= ASSIGNED TASK =
Scan each line of the records for the word "Carrer" and extract the ones that have it.

☆ ☆ ☆ ☆ ☆ ☆ ☆

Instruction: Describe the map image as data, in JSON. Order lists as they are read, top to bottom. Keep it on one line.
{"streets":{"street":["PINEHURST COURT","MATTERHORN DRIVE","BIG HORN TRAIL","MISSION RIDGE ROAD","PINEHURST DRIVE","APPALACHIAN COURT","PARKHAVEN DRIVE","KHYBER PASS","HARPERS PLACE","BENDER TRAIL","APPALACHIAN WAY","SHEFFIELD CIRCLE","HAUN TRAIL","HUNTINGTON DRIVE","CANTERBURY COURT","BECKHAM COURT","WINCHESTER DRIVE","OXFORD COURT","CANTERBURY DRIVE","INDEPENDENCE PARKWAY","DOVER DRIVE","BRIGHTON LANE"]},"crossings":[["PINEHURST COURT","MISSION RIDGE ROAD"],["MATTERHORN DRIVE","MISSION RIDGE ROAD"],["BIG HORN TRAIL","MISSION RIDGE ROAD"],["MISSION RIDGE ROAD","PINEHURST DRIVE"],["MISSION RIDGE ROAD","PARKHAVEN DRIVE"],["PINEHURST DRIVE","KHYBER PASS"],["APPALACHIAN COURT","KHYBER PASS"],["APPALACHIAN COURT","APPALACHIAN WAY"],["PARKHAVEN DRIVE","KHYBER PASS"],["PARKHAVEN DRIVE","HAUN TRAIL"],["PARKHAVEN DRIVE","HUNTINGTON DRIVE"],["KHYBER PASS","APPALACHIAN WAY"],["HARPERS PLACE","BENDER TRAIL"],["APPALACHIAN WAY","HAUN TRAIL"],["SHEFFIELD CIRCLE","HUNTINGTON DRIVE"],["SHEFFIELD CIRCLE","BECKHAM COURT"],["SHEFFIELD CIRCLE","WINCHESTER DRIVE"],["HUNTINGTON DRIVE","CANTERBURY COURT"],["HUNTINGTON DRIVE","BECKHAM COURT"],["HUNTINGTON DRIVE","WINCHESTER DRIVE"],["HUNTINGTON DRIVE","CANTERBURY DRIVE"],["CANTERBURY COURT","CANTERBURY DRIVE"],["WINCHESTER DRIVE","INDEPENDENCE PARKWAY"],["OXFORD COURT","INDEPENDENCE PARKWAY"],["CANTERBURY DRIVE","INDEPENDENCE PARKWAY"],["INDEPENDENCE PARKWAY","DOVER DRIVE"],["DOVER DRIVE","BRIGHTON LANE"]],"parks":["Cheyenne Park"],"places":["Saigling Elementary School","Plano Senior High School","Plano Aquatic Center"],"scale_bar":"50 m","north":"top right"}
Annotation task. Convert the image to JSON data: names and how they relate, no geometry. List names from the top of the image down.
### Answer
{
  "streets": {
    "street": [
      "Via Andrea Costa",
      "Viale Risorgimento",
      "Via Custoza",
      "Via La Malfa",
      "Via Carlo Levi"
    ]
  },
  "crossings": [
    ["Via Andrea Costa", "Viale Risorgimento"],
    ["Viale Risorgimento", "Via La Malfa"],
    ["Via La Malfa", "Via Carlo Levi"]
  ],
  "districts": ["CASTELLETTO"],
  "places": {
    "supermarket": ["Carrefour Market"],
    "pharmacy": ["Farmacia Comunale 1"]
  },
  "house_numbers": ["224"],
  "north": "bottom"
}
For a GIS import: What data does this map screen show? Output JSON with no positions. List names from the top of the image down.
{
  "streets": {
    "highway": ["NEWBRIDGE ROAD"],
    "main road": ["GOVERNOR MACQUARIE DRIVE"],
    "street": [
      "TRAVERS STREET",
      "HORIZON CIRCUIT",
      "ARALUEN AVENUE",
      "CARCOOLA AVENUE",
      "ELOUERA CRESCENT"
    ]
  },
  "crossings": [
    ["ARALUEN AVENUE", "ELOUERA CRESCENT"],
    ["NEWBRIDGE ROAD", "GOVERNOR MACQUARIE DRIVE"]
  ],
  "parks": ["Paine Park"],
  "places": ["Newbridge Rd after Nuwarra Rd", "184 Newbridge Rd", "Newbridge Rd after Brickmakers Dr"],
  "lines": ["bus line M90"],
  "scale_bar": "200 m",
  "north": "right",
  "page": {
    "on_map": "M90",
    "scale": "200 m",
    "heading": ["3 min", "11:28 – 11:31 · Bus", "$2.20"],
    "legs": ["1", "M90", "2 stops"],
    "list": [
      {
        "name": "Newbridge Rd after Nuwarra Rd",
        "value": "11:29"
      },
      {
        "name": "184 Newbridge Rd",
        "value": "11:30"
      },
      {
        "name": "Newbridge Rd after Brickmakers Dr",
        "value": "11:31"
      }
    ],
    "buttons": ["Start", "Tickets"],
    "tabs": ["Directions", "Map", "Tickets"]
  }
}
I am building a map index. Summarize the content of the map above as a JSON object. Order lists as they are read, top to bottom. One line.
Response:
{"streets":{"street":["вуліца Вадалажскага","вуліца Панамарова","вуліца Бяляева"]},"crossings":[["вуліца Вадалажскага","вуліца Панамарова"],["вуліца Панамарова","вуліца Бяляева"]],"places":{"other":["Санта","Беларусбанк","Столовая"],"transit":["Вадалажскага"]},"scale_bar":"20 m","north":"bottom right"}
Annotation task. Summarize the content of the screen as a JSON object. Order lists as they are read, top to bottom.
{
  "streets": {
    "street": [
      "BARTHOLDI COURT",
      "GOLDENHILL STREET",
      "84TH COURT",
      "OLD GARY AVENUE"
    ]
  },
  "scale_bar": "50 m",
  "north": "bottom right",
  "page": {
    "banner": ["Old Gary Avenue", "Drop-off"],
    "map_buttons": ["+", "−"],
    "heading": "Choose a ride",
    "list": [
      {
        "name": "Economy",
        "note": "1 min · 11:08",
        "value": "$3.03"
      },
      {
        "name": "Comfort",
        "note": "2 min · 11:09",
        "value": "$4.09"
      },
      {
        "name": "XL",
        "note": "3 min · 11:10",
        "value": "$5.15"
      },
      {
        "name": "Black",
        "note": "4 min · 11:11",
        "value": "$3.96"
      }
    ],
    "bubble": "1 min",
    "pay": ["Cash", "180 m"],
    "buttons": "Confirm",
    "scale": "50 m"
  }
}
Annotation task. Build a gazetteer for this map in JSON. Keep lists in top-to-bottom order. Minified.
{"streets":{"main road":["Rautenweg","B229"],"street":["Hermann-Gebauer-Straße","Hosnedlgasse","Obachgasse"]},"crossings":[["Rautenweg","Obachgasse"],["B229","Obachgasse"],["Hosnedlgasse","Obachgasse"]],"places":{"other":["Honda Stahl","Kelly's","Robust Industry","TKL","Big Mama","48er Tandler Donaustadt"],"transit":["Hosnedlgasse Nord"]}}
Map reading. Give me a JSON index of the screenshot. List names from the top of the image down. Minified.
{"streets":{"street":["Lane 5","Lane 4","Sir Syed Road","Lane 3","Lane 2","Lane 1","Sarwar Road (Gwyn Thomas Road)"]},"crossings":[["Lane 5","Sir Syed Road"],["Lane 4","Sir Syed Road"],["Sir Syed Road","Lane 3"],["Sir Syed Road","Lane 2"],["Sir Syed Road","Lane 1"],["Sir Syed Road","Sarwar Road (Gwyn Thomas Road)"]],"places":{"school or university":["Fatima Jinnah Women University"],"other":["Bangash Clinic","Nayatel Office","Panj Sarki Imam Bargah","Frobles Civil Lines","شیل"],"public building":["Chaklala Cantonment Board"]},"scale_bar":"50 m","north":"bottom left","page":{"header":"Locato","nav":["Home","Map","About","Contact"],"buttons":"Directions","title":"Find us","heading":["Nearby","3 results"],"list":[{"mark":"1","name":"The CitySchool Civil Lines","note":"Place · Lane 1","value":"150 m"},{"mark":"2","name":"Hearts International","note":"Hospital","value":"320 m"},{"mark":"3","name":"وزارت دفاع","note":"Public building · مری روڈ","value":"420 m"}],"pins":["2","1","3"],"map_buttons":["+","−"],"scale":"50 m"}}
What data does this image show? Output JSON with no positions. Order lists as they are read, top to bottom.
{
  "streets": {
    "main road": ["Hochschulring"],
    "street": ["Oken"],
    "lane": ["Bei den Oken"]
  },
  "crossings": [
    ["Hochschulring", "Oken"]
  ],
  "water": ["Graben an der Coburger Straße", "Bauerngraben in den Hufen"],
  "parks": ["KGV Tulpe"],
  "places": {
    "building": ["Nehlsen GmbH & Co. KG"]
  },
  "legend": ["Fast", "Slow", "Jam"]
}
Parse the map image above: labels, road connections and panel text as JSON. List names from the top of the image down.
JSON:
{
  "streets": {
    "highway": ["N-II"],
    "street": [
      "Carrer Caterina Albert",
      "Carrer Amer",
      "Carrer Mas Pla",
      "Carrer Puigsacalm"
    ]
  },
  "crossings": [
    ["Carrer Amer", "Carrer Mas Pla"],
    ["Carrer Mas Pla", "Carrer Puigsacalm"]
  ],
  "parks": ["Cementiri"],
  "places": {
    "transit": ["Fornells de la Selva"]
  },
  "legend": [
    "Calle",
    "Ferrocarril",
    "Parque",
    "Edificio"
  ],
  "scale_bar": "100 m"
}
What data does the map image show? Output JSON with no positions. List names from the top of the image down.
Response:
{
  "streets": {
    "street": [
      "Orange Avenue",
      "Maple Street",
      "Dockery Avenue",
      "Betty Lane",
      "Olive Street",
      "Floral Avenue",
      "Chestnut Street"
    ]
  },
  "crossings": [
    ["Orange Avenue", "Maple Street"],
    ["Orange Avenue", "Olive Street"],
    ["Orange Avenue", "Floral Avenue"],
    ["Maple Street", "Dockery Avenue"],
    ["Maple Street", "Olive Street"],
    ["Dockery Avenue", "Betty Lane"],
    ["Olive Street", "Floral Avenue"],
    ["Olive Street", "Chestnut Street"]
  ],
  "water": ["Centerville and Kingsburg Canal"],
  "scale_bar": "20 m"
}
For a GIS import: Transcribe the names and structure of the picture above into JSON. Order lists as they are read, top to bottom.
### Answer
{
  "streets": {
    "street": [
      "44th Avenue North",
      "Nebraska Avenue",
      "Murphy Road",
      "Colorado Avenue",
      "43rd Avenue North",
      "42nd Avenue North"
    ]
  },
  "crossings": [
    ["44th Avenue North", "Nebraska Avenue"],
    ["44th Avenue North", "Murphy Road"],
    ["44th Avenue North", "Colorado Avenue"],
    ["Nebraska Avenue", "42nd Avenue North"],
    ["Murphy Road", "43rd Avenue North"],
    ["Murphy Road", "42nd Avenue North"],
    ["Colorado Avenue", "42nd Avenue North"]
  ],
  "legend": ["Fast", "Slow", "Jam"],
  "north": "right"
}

☆ ☆ ☆ ☆ ☆ ☆ ☆

= WRITTEN REPLY =
      "Carrer Caterina Albert",
      "Carrer Amer",
      "Carrer Mas Pla",
      "Carrer Puigsacalm"
    ["Carrer Amer", "Carrer Mas Pla"],
    ["Carrer Mas Pla", "Carrer Puigsacalm"]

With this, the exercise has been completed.